Daily Learning Targets

  • I can explain who the Loyalists were and what they believed. (RI.4.1, RI.4.3)
  • I can describe the overall structure of the text "Loyalists." (RI.4.5)

Ongoing Assessment

  • Research Note-catcher: Loyalists (RI.4.1, RI.4.3, RI.4.5, W.4.8)
  • Loyalist paragraph (RI.4.1, RI.4.3, W.4.9b, L.4.1f, L.4.2b)

Agenda

AgendaTeaching Notes

1. Opening

A. Engaging the Reader: Colonial Voices: Hear Them Speak (5 minutes)

B. Reviewing Learning Targets (5 minutes)

2. Work Time

A. Reading for Gist: "Loyalists" (15 minutes)

B. Partner Research: Loyalists (20 minutes)

3. Closing and Assessment

A. Independent Writing: Loyalists (10 minutes)

B. Reading Aloud: "Revolutionary War, Part II" (5 minutes)

4. Homework

A. Complete the Marking Quotes Practice in your Unit 1 homework.

B. Accountable Research Reading. Select a prompt and respond in the front of your independent reading journal.

Purpose of lesson and alignment to standards:

  • The lesson begins with a rereading of "The Milliner" from Colonial Voices: Hear Them Speak. This is meant to focus students on the Loyalist perspective to provide a purpose for reading more about Loyalists in the rest of the lesson.
  • In Work Time A, students read a new informational text, "Loyalists," for gist and unfamiliar Vocabulary in preparation for using it to research information in response to a question in Work Time B (RI.4.3, W.4.8). They also analyze the structure of the text (RI.4.5).
  • In Closing and Assessment A, students synthesize their reading about Loyalists in an informational paragraph (RI.4.1, W.4.9b). The elements of writing a paragraph are reviewed from Modules 1-2, specifically producing complete sentences (L.4.1f) and using commas and quotation marks to mark quotations from a text (L.4.2b).
  • In this lesson, students focus on working to become effective learners by collaborating in pairs.
  • For students who finish quickly and need an additional challenge, invite them to reread "Revolutionary War, Part I" and to add research notes from that resource.

How it builds on previous work:

  • In the previous lesson, students finished reading Colonial Voices: Hear Them Speak and closely read "Revolutionary War, Part I" to build more context about the American Revolution. This lesson builds on those foundations by focusing on a particular perspective in the American Revolution, the Loyalist perspective.
  • In Module 1, students practiced writing complete sentences without fragments or run-ons and marking direct quotes from text, both of which are reviewed in this lesson.
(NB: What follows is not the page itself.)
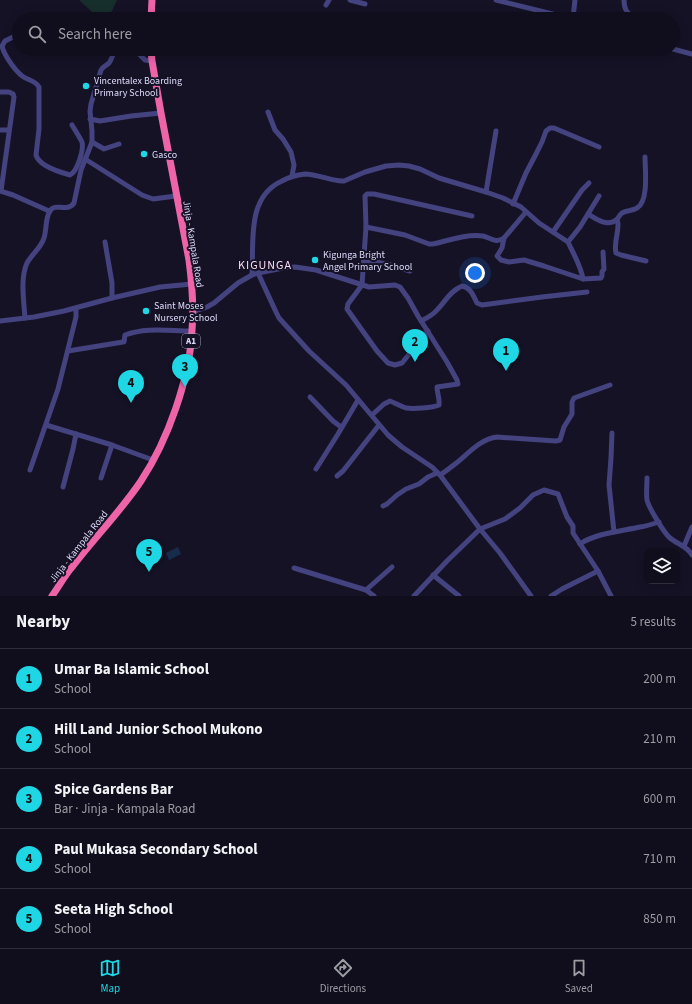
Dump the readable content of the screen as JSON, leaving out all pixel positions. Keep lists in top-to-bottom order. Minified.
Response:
{"streets":{"highway":["Jinja - Kampala Road","A1"]},"districts":["KIGUNGA"],"places":["Vincentalex Boarding Primary School","Gasco","Kigunga Bright Angel Primary School","Saint Moses Nursery School"],"page":{"search":"Search here","pins":["2","1","3","4","5"],"heading":["Nearby","5 results"],"list":[{"mark":"1","name":"Umar Ba Islamic School","note":"School","value":"200 m"},{"mark":"2","name":"Hill Land Junior School Mukono","note":"School","value":"210 m"},{"mark":"3","name":"Spice Gardens Bar","note":"Bar · Jinja - Kampala Road","value":"600 m"},{"mark":"4","name":"Paul Mukasa Secondary School","note":"School","value":"710 m"},{"mark":"5","name":"Seeta High School","note":"School","value":"850 m"}],"nav":["Map","Directions","Saved"]}}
Areas in which students may need additional support:

  • Students may need additional support reading the text and recording their research. Ensure that pairs have at least one strong reader. For students who might really struggle to complete the note-catcher, invite the pair to share a note-catcher.

Assessment guidance:

  • Review students' Loyalist paragraphs to ensure that they understand what the Loyalists believed and why.
  • Consider using the Reading: Foundational Skills Informal Assessment: Phonics and Word Recognition Checklist (Grade 4) or the Reading: Foundational Skills Informal Assessment: Reading Fluency Checklist to assess students' during Work Times A and B (see the Tools page).
  • Consider using the Writing: Writing Informal Assessment: Observational Checklist for Writing and Language Skills to assess students' writing abilities in Closing and Assessment A (see the Tools page).

Down the road:

  • At the beginning of Lesson 5, students use the Loyalist paragraphs from this lesson to help write a class paragraph about the Loyalists. This models what an effective paragraph about the Loyalists looks like. Students also research to gather information about who the Patriots were and what they believed in preparation for the mid-unit assessment in Lesson 6.

In Advance

  • Strategically group students into pairs for the work in this lesson. There should be at least one strong reader in each pair.
  • Preview the Loyalist paragraph (example, for teacher reference) to familiarize yourself with the expectations of the final product of the lesson.
  • Post: Learning targets and applicable anchor charts (see Materials list).

Tech and Multimedia

  • Continue to use the technology tools recommended throughout Modules 1-2 to create anchor charts to share with families, to record students as they participate in discussions and protocols to review with students later and to share with families, and for students to listen to and annotate text, record ideas on note-catchers, and word-process writing.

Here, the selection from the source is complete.